## Exercise aim
Return a copy of every line in the data below that contains "filters".

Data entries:
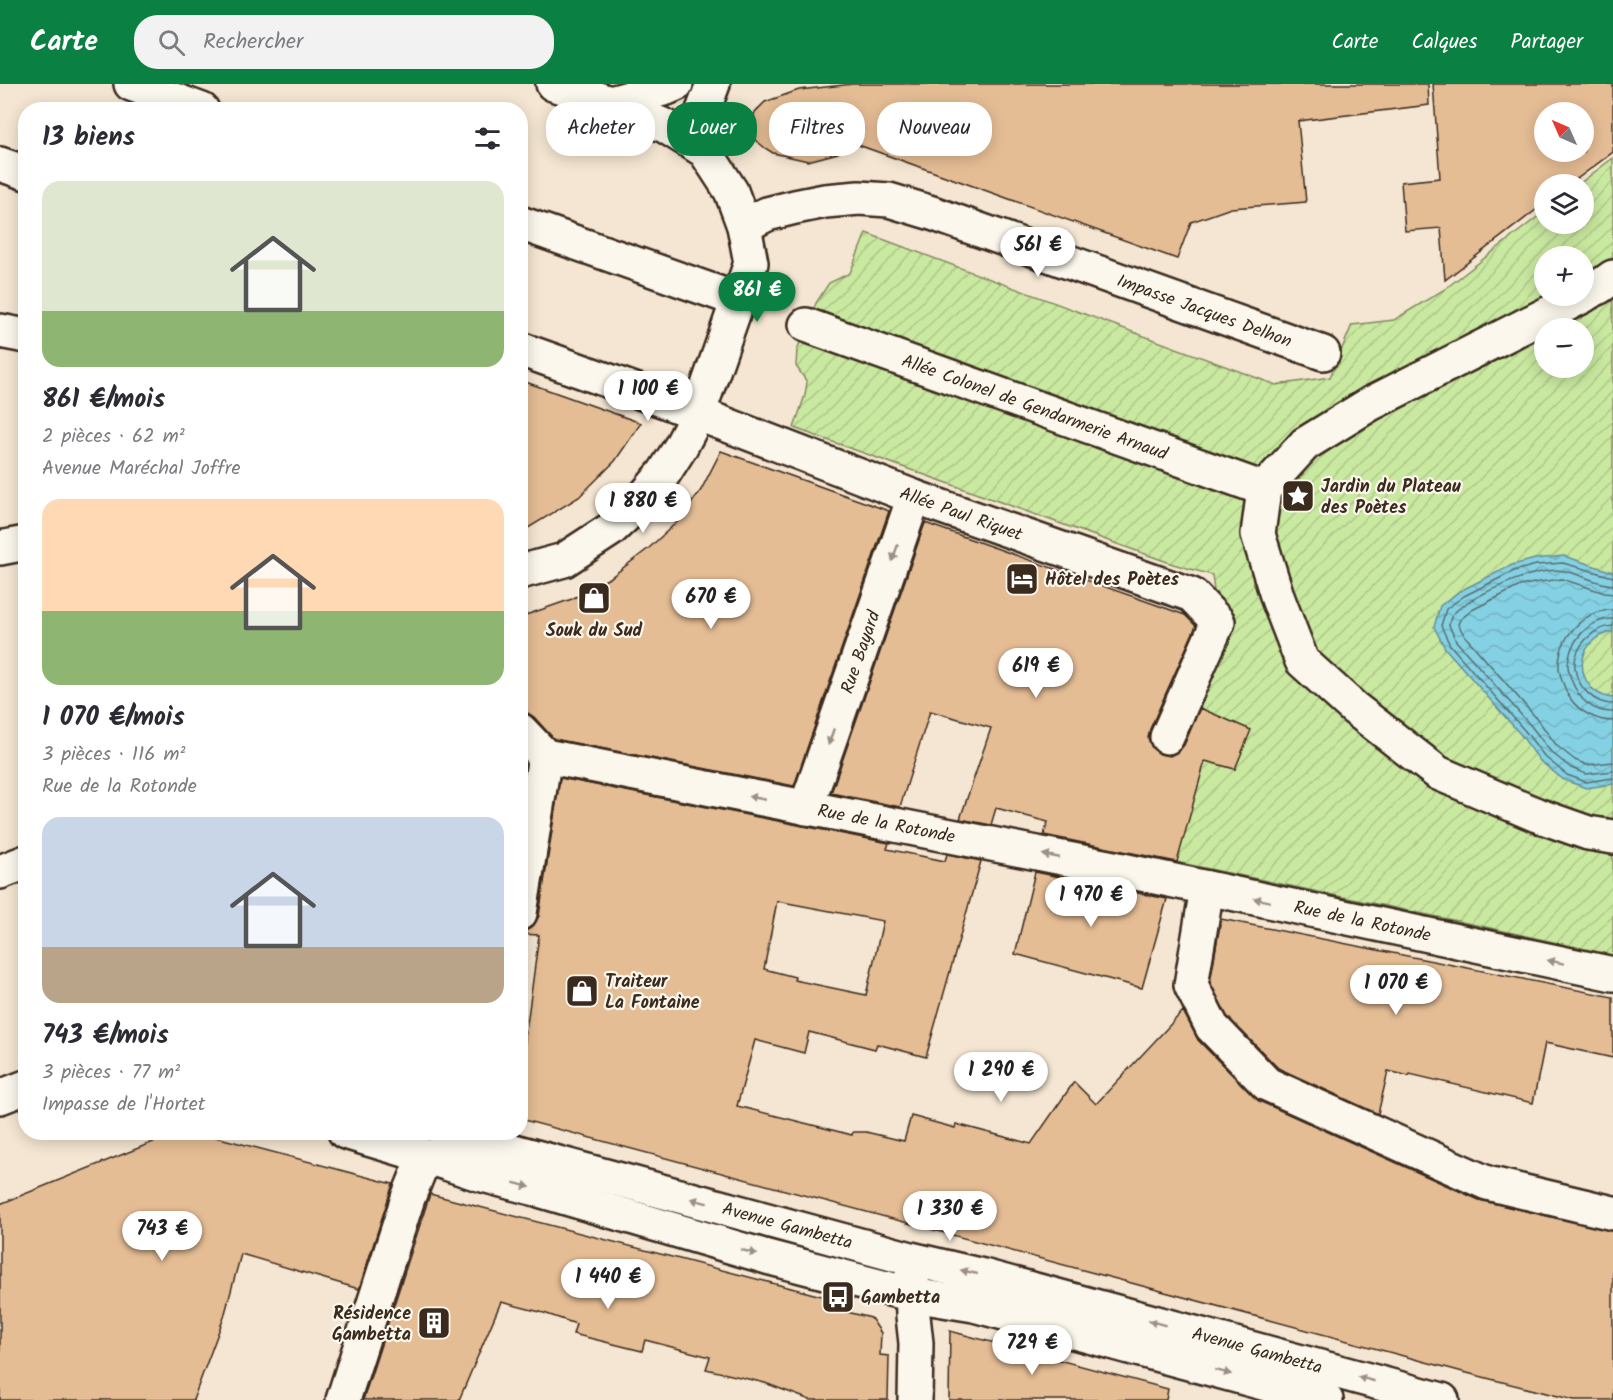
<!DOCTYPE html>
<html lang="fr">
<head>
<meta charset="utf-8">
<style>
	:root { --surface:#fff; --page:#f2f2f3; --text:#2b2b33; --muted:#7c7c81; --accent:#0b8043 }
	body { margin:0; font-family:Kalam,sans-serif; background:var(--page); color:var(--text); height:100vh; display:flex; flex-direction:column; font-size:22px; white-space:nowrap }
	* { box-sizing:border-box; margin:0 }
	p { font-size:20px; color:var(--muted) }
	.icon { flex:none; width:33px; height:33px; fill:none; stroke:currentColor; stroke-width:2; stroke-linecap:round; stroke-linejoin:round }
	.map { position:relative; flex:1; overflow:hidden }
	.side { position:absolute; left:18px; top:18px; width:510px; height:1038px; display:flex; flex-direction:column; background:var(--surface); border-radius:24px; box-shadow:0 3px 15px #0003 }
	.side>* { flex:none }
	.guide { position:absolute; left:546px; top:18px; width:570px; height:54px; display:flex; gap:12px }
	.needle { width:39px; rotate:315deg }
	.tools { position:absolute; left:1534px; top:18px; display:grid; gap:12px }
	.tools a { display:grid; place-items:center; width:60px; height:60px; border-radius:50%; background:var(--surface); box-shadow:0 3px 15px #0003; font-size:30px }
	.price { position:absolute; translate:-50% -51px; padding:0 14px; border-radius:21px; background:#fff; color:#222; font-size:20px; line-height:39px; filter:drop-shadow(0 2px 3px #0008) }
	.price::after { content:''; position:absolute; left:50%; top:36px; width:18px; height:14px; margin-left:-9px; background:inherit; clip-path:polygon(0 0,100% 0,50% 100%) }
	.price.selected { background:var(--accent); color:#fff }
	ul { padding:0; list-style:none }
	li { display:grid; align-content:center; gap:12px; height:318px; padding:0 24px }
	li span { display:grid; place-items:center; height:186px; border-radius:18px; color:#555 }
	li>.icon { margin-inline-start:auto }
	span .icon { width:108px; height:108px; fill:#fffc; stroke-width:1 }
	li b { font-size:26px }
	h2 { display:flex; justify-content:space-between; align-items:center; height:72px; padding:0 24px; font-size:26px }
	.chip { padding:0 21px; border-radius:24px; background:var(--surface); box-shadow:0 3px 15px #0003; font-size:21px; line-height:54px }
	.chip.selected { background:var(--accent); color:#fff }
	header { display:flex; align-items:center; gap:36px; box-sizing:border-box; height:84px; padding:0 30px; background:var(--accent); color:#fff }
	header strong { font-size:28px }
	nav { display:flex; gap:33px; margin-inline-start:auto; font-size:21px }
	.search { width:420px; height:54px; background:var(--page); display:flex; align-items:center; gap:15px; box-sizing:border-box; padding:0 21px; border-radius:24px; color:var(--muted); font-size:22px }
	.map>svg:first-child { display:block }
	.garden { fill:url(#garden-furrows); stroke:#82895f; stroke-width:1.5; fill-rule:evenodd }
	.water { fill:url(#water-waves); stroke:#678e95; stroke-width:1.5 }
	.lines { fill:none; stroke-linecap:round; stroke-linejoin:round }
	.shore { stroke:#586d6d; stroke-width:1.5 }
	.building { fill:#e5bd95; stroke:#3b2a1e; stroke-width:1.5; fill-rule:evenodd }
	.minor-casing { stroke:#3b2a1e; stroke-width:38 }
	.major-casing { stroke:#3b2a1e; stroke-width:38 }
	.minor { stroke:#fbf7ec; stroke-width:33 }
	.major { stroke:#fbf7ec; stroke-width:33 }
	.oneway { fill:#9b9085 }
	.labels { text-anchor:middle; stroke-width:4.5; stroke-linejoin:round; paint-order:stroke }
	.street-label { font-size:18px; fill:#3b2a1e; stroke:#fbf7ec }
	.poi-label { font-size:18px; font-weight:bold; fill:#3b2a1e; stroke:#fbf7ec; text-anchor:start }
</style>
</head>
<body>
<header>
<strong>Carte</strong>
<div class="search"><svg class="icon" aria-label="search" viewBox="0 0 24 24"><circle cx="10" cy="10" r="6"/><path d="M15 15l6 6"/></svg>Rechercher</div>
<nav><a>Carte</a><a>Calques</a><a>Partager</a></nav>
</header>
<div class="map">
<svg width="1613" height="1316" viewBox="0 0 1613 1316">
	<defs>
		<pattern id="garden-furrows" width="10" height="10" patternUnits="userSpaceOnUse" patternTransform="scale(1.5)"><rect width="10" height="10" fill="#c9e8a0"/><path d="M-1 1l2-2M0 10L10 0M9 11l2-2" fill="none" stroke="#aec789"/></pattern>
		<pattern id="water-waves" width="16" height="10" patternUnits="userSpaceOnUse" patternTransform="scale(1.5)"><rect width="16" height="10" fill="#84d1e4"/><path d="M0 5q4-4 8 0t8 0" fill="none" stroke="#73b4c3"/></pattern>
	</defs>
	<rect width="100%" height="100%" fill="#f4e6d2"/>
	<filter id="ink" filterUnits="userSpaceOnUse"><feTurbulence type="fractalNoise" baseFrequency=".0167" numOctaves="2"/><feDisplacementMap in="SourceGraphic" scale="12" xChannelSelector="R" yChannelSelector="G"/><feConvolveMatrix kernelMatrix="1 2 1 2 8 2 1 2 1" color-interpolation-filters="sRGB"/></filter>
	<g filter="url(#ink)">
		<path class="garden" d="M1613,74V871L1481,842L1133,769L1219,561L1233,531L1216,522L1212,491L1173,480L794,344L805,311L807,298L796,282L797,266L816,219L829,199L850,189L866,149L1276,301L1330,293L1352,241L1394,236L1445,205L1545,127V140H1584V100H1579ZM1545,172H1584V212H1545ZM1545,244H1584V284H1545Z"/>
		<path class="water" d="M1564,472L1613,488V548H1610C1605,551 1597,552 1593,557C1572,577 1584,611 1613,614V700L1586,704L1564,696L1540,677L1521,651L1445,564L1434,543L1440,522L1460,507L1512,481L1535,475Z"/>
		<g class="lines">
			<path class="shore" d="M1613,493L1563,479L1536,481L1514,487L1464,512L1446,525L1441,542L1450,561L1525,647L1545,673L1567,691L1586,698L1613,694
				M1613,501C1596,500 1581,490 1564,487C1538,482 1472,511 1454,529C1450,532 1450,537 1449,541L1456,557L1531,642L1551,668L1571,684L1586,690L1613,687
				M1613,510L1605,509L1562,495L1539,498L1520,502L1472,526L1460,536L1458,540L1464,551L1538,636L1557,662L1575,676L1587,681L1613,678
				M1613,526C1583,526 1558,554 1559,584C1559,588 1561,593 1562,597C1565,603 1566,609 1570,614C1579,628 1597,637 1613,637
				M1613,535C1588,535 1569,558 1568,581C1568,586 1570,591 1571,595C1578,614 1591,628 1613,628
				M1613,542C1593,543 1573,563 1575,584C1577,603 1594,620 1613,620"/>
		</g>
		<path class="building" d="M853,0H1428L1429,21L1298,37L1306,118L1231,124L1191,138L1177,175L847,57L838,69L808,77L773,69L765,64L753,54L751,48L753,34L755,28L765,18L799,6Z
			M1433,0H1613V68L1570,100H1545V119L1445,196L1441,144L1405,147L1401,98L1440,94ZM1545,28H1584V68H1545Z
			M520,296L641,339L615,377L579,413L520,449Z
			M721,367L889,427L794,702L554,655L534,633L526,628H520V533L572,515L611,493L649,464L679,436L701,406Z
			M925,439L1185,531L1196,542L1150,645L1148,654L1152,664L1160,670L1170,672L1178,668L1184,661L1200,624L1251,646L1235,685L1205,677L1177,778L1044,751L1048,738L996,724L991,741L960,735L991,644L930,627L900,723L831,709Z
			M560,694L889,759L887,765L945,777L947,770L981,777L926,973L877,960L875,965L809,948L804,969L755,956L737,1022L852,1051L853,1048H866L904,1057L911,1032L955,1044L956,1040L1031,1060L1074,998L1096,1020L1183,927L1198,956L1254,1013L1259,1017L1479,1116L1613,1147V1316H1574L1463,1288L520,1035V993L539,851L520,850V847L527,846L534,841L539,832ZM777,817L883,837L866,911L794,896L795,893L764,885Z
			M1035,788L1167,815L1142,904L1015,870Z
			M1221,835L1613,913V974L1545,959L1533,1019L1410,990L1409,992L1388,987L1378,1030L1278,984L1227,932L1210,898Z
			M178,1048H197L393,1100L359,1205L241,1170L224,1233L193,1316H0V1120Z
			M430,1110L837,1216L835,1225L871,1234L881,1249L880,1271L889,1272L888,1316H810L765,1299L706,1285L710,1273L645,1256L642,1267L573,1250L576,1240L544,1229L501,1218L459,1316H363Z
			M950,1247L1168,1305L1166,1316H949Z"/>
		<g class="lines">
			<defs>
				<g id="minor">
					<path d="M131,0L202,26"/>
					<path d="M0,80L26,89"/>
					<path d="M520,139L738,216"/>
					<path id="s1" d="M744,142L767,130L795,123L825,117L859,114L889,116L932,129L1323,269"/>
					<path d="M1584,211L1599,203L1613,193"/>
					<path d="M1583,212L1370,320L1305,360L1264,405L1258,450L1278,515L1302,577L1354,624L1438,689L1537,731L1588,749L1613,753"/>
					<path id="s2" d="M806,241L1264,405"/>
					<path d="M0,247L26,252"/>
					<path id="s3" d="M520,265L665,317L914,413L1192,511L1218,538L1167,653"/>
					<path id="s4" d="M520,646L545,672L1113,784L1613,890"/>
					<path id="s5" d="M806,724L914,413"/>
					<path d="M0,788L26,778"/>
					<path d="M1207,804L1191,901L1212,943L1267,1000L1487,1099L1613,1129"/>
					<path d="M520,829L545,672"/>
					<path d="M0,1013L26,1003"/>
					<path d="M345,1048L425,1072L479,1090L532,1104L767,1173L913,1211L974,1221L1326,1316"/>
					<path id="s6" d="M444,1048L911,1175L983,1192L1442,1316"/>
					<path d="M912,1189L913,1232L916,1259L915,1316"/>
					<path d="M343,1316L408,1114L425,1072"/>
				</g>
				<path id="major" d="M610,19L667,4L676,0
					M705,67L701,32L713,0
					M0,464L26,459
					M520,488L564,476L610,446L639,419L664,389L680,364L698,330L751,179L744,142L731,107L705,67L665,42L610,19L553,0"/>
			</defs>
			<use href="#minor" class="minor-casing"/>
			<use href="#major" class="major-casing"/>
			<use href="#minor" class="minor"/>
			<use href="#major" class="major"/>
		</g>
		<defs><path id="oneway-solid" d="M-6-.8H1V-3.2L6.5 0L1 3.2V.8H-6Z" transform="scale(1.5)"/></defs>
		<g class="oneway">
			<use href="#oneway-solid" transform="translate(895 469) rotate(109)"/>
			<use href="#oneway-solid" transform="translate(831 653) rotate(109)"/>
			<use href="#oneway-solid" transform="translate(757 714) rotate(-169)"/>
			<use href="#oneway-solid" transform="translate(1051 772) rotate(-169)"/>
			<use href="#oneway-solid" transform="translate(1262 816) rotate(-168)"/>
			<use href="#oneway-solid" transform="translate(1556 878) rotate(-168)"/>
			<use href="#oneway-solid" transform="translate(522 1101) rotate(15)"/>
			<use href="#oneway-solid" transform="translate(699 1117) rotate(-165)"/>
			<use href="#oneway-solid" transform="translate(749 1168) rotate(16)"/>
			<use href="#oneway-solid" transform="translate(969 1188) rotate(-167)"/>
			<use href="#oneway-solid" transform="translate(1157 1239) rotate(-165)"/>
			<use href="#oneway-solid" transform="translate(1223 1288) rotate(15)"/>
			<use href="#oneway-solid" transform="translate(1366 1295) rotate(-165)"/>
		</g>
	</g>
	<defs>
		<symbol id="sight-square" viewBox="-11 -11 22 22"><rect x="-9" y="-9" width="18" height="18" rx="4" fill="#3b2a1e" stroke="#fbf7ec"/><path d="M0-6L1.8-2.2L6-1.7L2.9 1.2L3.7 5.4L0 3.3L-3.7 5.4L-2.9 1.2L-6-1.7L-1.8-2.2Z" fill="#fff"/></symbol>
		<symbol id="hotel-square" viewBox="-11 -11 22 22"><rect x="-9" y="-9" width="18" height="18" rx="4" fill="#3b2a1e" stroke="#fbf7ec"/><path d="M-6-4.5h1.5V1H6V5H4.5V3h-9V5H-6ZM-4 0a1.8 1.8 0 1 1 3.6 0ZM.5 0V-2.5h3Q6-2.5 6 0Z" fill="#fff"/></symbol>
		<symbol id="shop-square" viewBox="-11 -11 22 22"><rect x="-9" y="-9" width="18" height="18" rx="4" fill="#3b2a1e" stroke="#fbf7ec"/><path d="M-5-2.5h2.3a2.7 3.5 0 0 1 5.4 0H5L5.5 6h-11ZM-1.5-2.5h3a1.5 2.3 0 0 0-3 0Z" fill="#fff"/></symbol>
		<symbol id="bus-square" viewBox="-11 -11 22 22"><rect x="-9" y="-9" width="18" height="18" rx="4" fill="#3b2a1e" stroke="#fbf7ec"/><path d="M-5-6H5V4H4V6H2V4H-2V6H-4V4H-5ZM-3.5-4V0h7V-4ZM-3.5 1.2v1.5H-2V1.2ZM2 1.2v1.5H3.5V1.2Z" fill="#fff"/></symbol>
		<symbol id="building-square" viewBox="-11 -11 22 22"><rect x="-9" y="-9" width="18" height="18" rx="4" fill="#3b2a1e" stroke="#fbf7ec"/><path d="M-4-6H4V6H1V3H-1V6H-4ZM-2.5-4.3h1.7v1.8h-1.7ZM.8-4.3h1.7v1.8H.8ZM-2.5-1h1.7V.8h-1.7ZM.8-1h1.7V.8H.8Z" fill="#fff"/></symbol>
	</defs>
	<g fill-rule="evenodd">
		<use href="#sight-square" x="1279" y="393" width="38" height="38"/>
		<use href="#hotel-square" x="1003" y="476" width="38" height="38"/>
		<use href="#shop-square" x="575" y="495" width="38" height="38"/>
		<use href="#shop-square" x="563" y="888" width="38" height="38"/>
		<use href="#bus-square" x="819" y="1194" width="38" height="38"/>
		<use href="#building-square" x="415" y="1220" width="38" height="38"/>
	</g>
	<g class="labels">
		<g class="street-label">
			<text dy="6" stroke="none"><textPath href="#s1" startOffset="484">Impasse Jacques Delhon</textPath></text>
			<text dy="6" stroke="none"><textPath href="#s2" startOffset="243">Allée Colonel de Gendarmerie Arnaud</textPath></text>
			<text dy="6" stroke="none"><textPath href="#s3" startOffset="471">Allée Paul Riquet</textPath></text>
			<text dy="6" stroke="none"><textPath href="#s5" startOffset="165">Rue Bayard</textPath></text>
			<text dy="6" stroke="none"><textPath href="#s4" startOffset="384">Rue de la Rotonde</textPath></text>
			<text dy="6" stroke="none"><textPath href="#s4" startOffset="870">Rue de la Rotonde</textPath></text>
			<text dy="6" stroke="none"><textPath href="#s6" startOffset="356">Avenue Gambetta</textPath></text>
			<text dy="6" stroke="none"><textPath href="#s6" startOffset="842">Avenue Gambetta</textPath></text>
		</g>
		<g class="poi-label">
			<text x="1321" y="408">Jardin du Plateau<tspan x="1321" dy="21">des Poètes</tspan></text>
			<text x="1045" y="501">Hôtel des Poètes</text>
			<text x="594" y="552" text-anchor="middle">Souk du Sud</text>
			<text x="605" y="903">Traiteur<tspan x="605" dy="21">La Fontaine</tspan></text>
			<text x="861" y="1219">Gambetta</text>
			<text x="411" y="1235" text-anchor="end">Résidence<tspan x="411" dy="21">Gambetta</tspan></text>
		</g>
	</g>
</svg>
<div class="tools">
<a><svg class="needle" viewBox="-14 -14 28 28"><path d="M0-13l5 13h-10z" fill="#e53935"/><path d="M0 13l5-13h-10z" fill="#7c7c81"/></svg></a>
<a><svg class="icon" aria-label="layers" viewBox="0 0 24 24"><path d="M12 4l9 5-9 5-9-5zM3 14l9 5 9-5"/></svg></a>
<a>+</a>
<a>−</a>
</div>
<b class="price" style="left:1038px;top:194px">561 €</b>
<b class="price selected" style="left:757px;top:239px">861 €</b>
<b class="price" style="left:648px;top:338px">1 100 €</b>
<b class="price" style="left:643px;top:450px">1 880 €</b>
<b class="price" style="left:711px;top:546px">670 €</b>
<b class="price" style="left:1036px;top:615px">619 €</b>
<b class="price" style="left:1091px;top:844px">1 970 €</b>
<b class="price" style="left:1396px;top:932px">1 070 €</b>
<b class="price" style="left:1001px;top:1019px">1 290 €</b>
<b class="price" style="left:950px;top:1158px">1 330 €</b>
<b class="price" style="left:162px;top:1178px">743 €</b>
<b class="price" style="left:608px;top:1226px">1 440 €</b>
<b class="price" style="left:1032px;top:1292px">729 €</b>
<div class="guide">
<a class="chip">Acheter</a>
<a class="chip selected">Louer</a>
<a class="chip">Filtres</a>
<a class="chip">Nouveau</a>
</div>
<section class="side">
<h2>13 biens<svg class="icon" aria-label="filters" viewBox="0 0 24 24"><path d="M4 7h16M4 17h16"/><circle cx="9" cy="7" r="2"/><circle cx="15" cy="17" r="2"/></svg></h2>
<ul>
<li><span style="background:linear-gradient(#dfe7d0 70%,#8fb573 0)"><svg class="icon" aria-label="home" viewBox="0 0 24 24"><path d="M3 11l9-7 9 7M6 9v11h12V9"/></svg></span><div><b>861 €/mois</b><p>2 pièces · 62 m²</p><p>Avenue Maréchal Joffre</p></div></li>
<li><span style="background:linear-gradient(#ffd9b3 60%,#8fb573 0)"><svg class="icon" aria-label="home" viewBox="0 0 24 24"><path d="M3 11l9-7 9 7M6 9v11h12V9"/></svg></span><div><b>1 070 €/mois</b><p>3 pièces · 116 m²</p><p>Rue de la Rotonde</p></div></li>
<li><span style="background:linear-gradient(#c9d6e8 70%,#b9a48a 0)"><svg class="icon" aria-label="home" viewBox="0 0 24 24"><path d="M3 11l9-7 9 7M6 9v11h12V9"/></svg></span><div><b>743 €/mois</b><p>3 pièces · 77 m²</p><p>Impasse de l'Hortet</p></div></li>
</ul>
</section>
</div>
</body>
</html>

## Answer to this problem
	<filter id="ink" filterUnits="userSpaceOnUse"><feTurbulence type="fractalNoise" baseFrequency=".0167" numOctaves="2"/><feDisplacementMap in="SourceGraphic" scale="12" xChannelSelector="R" yChannelSelector="G"/><feConvolveMatrix kernelMatrix="1 2 1 2 8 2 1 2 1" color-interpolation-filters="sRGB"/></filter>
<h2>13 biens<svg class="icon" aria-label="filters" viewBox="0 0 24 24"><path d="M4 7h16M4 17h16"/><circle cx="9" cy="7" r="2"/><circle cx="15" cy="17" r="2"/></svg></h2>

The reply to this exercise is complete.